### What the exercise asks
All lines from the one containing "Task: Describe the" down to the final line of the entries below: return them exactly.

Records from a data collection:

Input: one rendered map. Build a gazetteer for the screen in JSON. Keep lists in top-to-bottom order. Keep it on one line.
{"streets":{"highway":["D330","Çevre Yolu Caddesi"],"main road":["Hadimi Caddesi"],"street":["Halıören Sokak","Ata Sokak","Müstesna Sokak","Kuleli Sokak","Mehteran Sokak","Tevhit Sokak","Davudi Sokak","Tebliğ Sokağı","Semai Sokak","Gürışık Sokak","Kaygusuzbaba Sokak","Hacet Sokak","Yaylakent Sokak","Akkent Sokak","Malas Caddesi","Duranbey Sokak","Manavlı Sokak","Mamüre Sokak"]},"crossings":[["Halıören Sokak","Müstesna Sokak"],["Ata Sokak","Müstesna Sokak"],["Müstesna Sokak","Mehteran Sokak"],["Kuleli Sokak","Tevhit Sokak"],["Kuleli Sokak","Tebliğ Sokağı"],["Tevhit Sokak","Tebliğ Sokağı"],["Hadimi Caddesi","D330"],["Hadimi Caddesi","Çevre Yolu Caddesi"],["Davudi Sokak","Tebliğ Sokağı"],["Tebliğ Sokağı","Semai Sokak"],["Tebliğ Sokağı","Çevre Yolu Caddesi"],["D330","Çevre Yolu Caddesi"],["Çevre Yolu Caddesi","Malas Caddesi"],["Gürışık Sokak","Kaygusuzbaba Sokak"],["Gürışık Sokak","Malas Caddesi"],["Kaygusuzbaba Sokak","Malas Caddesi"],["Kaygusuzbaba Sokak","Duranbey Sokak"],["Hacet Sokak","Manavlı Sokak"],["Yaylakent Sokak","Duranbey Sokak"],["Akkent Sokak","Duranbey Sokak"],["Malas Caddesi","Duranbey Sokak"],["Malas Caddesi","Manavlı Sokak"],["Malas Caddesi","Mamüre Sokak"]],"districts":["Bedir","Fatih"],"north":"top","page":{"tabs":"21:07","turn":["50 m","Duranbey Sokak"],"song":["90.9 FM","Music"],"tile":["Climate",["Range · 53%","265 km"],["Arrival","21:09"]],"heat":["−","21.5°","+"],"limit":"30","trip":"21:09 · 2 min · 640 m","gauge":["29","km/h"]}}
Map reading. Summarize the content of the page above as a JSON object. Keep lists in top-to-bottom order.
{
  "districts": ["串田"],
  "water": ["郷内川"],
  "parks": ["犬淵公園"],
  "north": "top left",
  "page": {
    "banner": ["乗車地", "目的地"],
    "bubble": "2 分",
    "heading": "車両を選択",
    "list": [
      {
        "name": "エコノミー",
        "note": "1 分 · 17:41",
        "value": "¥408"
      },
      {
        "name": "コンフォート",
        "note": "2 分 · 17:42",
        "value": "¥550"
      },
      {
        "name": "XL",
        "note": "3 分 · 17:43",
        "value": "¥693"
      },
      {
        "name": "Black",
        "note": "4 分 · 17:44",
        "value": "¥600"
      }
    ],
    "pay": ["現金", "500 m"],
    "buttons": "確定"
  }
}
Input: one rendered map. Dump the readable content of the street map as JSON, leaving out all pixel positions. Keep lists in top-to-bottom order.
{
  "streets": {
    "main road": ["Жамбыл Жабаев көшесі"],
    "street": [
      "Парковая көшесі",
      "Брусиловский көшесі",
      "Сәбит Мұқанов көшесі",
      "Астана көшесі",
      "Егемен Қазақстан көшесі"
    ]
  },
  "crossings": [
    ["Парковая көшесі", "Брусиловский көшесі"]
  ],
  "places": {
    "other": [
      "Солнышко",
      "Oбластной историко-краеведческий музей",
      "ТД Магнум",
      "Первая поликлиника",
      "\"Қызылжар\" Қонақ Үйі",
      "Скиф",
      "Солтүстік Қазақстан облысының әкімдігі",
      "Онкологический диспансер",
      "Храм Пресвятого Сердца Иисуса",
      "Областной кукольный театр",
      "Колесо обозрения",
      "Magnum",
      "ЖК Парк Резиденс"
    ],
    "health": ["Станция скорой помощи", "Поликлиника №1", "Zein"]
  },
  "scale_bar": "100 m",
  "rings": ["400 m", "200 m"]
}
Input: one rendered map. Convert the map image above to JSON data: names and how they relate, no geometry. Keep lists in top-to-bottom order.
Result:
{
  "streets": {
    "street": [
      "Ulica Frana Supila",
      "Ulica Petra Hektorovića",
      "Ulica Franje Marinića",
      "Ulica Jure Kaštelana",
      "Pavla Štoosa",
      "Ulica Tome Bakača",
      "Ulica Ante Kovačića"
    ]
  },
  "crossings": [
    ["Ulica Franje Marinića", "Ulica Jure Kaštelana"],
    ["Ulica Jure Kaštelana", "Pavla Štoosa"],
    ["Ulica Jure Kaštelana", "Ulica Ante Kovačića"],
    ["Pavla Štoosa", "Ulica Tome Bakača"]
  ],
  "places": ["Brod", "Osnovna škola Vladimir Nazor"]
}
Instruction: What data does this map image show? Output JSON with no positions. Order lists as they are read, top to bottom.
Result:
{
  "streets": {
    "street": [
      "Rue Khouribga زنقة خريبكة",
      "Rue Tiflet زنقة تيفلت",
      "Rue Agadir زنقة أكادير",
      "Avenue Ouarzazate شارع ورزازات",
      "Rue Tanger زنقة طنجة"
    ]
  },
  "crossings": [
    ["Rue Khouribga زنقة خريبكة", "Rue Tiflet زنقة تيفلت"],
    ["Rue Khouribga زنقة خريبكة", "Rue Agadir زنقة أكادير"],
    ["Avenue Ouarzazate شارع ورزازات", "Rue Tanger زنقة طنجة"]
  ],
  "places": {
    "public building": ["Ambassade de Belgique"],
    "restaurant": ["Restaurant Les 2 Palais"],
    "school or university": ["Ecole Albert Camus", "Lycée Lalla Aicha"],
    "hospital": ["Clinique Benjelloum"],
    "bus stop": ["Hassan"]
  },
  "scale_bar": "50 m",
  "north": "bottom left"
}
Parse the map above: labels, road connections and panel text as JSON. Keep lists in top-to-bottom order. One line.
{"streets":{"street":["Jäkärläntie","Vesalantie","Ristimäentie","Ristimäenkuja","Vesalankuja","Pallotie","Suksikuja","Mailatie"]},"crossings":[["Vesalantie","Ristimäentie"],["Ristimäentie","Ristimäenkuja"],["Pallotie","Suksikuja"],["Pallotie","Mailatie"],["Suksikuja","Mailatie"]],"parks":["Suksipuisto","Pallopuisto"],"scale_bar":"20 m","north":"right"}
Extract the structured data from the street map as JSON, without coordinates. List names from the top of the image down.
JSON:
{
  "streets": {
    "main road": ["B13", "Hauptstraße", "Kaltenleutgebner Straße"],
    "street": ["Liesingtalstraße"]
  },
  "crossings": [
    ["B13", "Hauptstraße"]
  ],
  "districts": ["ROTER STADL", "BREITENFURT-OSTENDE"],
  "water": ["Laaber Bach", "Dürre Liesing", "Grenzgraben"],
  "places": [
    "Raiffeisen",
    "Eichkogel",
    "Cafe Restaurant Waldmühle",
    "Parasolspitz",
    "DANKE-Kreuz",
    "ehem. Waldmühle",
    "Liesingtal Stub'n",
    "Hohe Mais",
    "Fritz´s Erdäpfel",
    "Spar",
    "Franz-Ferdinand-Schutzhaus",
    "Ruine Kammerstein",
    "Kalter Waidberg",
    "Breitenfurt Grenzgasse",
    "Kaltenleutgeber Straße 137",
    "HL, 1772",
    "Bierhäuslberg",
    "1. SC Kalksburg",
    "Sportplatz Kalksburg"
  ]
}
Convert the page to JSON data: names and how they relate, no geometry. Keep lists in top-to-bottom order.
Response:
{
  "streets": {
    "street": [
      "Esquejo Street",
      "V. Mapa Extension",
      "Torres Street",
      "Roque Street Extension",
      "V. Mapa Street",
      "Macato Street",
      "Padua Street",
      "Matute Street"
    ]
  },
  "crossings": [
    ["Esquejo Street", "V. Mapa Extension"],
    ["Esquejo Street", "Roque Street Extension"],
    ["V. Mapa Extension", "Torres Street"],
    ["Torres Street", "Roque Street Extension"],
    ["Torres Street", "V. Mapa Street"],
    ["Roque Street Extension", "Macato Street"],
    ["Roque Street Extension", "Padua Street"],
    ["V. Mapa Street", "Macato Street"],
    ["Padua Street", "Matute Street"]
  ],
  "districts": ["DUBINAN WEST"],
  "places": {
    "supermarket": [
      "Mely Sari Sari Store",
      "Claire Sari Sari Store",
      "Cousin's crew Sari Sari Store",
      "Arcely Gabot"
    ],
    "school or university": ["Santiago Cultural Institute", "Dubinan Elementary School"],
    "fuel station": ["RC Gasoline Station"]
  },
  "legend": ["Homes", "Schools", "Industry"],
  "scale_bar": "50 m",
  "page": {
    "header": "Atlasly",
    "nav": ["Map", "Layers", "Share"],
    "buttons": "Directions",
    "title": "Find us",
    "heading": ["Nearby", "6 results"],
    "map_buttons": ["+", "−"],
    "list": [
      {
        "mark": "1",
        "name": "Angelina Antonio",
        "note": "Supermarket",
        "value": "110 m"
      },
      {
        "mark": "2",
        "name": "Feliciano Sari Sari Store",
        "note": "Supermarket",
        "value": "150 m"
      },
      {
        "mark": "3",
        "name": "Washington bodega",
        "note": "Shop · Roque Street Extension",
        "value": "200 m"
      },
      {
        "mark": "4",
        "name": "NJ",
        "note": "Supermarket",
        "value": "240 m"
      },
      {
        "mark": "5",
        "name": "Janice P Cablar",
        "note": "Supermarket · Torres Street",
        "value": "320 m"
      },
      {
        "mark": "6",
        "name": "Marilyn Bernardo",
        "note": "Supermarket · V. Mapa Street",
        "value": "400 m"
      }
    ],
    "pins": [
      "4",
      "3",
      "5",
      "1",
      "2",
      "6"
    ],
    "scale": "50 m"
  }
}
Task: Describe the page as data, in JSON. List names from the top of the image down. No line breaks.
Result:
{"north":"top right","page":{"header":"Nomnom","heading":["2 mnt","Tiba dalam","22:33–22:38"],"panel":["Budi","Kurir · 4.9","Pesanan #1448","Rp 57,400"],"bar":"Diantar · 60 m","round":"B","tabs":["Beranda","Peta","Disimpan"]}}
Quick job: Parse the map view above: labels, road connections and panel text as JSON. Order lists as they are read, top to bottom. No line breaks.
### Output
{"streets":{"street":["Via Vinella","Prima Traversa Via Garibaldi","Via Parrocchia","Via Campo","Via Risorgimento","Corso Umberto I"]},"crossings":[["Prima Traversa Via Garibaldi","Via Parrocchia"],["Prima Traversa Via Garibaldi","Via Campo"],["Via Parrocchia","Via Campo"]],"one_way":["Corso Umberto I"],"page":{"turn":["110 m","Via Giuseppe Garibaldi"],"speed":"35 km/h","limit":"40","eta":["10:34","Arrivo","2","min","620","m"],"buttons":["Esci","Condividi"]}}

### Exercise solution
Task: Describe the page as data, in JSON. List names from the top of the image down. No line breaks.
Result:
{"north":"top right","page":{"header":"Nomnom","heading":["2 mnt","Tiba dalam","22:33–22:38"],"panel":["Budi","Kurir · 4.9","Pesanan #1448","Rp 57,400"],"bar":"Diantar · 60 m","round":"B","tabs":["Beranda","Peta","Disimpan"]}}
Quick job: Parse the map view above: labels, road connections and panel text as JSON. Order lists as they are read, top to bottom. No line breaks.
### Output
{"streets":{"street":["Via Vinella","Prima Traversa Via Garibaldi","Via Parrocchia","Via Campo","Via Risorgimento","Corso Umberto I"]},"crossings":[["Prima Traversa Via Garibaldi","Via Parrocchia"],["Prima Traversa Via Garibaldi","Via Campo"],["Via Parrocchia","Via Campo"]],"one_way":["Corso Umberto I"],"page":{"turn":["110 m","Via Giuseppe Garibaldi"],"speed":"35 km/h","limit":"40","eta":["10:34","Arrivo","2","min","620","m"],"buttons":["Esci","Condividi"]}}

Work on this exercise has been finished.